_What the task requires_: Report only the number of lines that contain the string "Highway" in the records below.

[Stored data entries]
= = = = = = =
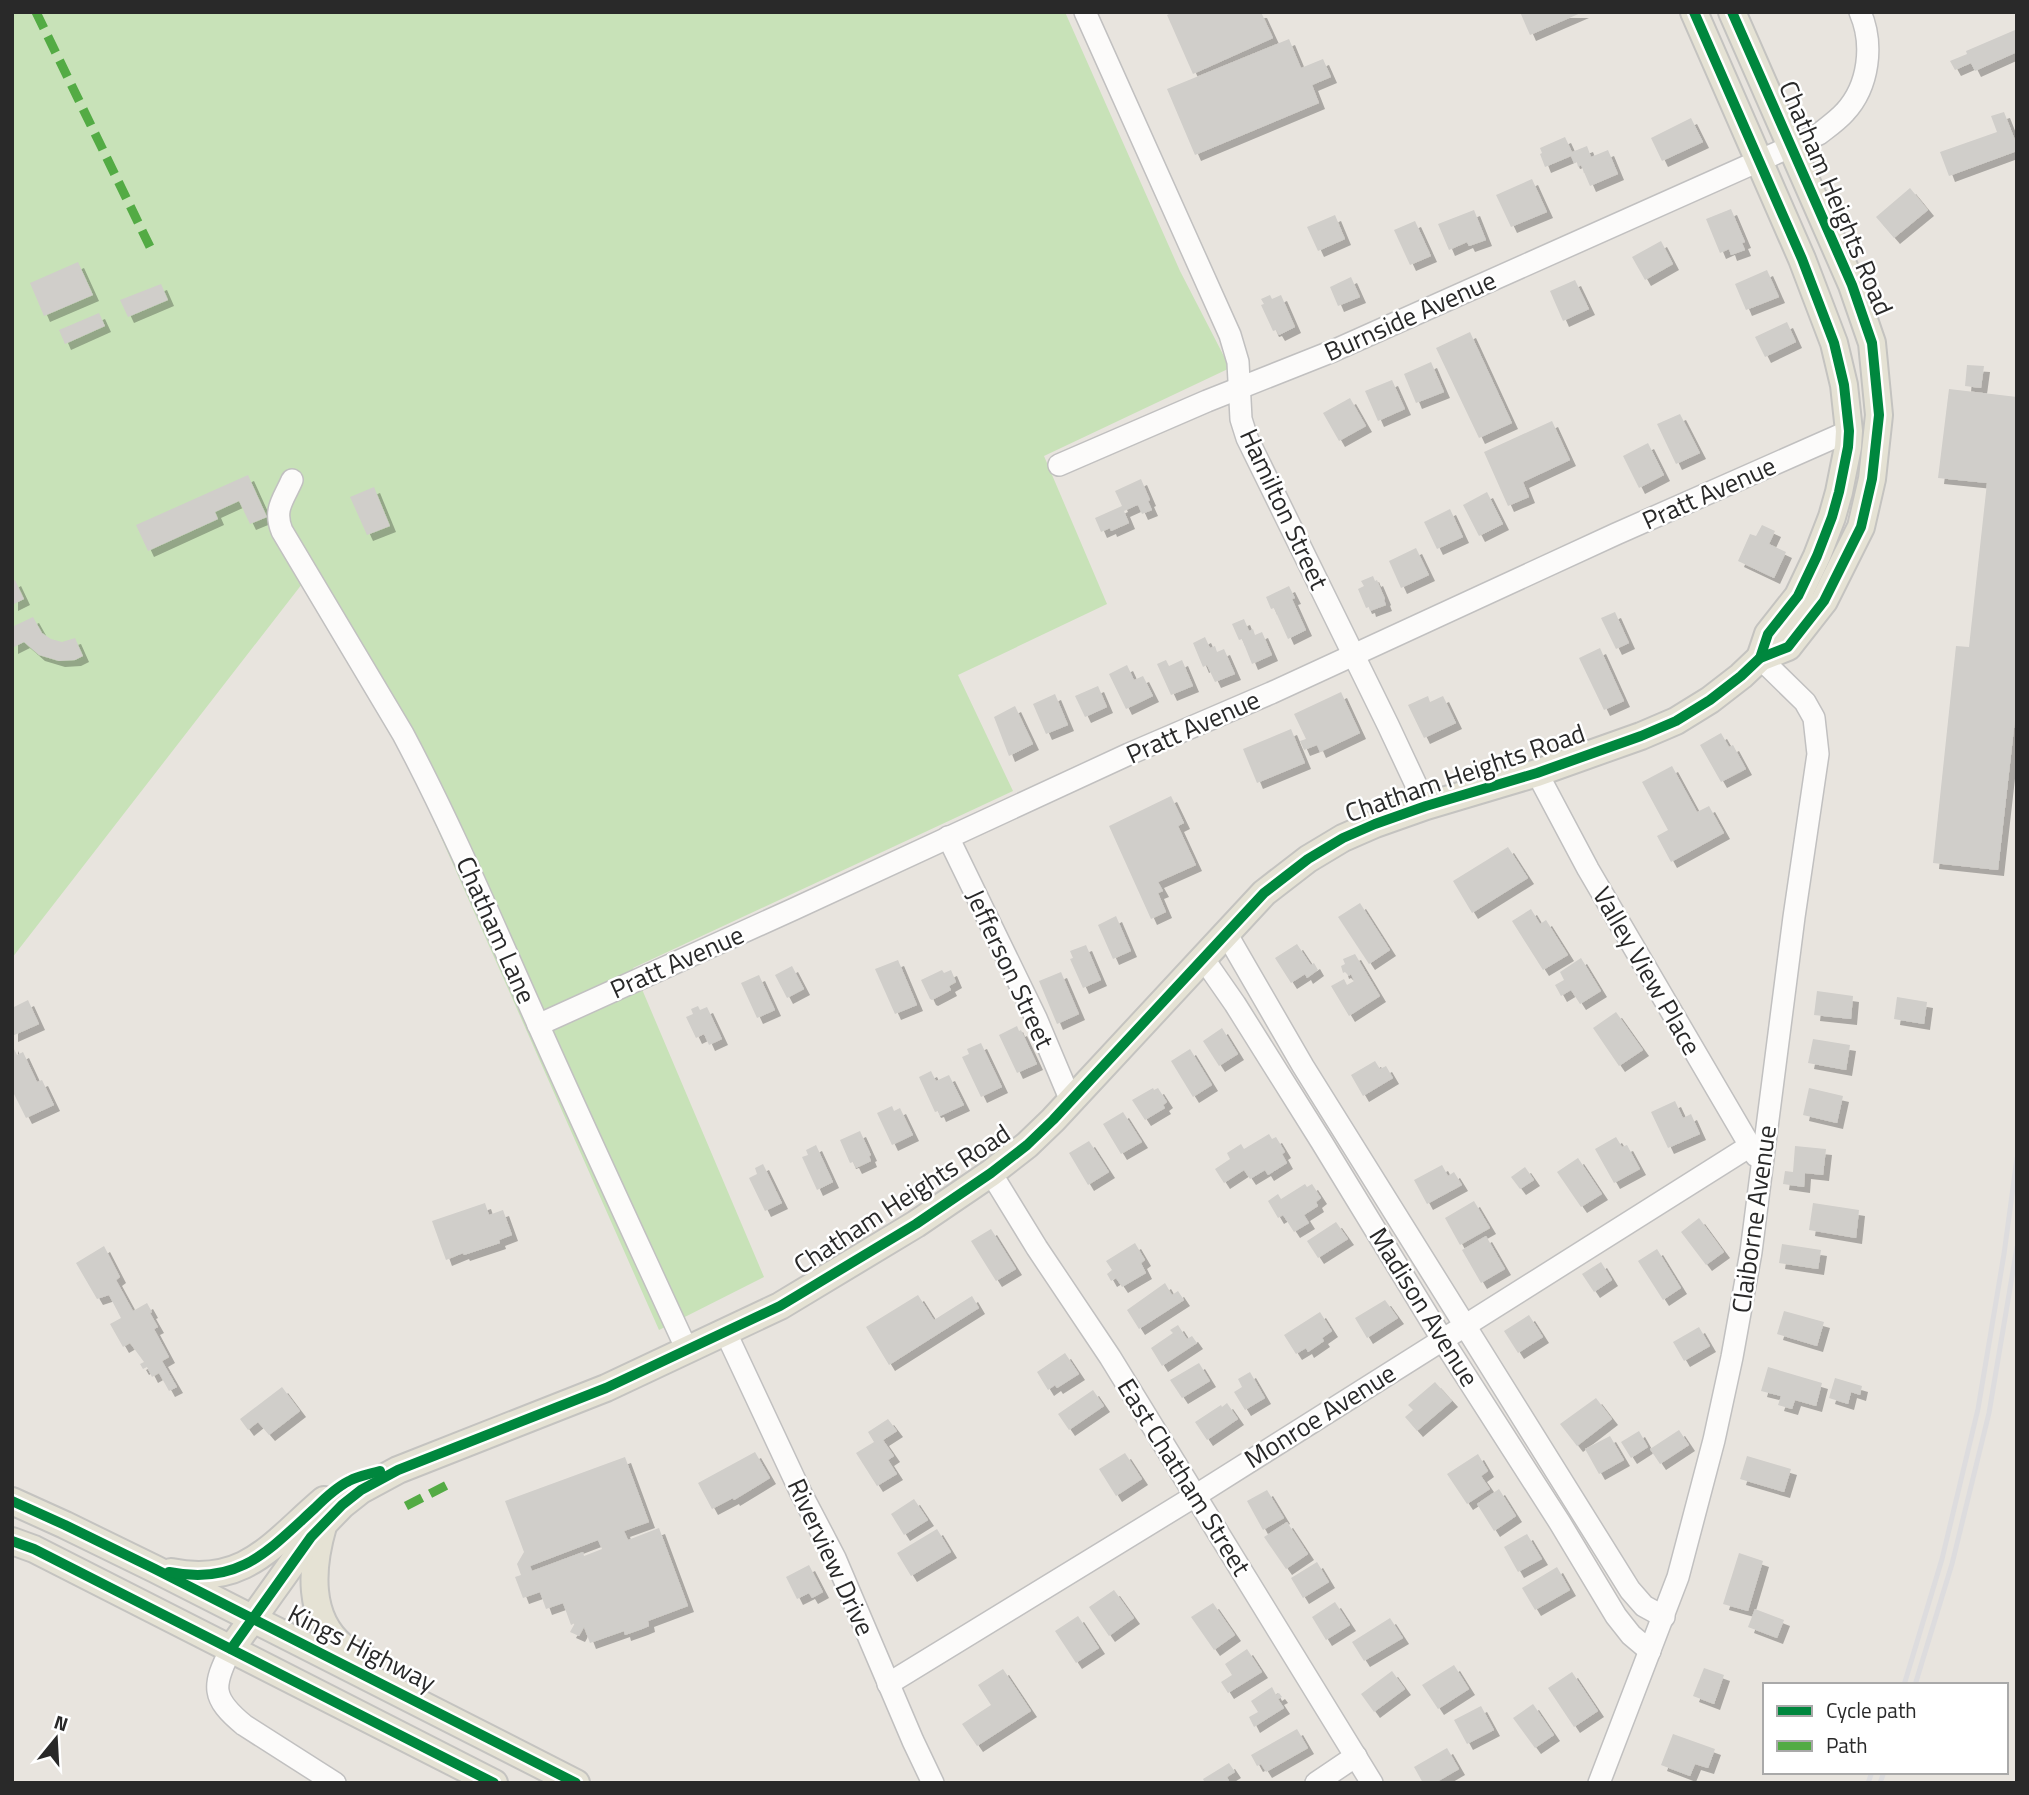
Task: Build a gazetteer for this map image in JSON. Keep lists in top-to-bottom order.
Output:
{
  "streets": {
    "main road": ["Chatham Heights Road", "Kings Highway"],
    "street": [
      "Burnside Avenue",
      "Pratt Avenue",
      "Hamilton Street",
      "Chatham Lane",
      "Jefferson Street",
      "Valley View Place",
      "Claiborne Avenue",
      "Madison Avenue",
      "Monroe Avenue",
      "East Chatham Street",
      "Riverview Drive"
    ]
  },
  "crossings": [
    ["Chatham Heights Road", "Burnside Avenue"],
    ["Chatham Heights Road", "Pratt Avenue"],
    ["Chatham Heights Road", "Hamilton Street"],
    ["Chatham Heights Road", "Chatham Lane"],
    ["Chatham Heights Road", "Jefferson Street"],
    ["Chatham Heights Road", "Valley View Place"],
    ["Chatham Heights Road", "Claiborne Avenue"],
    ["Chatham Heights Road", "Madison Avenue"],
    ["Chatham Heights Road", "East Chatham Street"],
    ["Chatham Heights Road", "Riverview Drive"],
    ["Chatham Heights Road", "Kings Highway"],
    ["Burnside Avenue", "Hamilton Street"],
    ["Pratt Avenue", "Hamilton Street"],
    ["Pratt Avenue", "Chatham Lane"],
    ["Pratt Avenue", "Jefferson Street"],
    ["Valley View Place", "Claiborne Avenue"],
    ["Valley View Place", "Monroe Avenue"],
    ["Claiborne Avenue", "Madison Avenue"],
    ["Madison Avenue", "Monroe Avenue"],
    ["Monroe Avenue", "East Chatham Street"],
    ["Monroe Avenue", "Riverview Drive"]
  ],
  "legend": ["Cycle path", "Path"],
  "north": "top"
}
= = = = = = =
_Result_: 2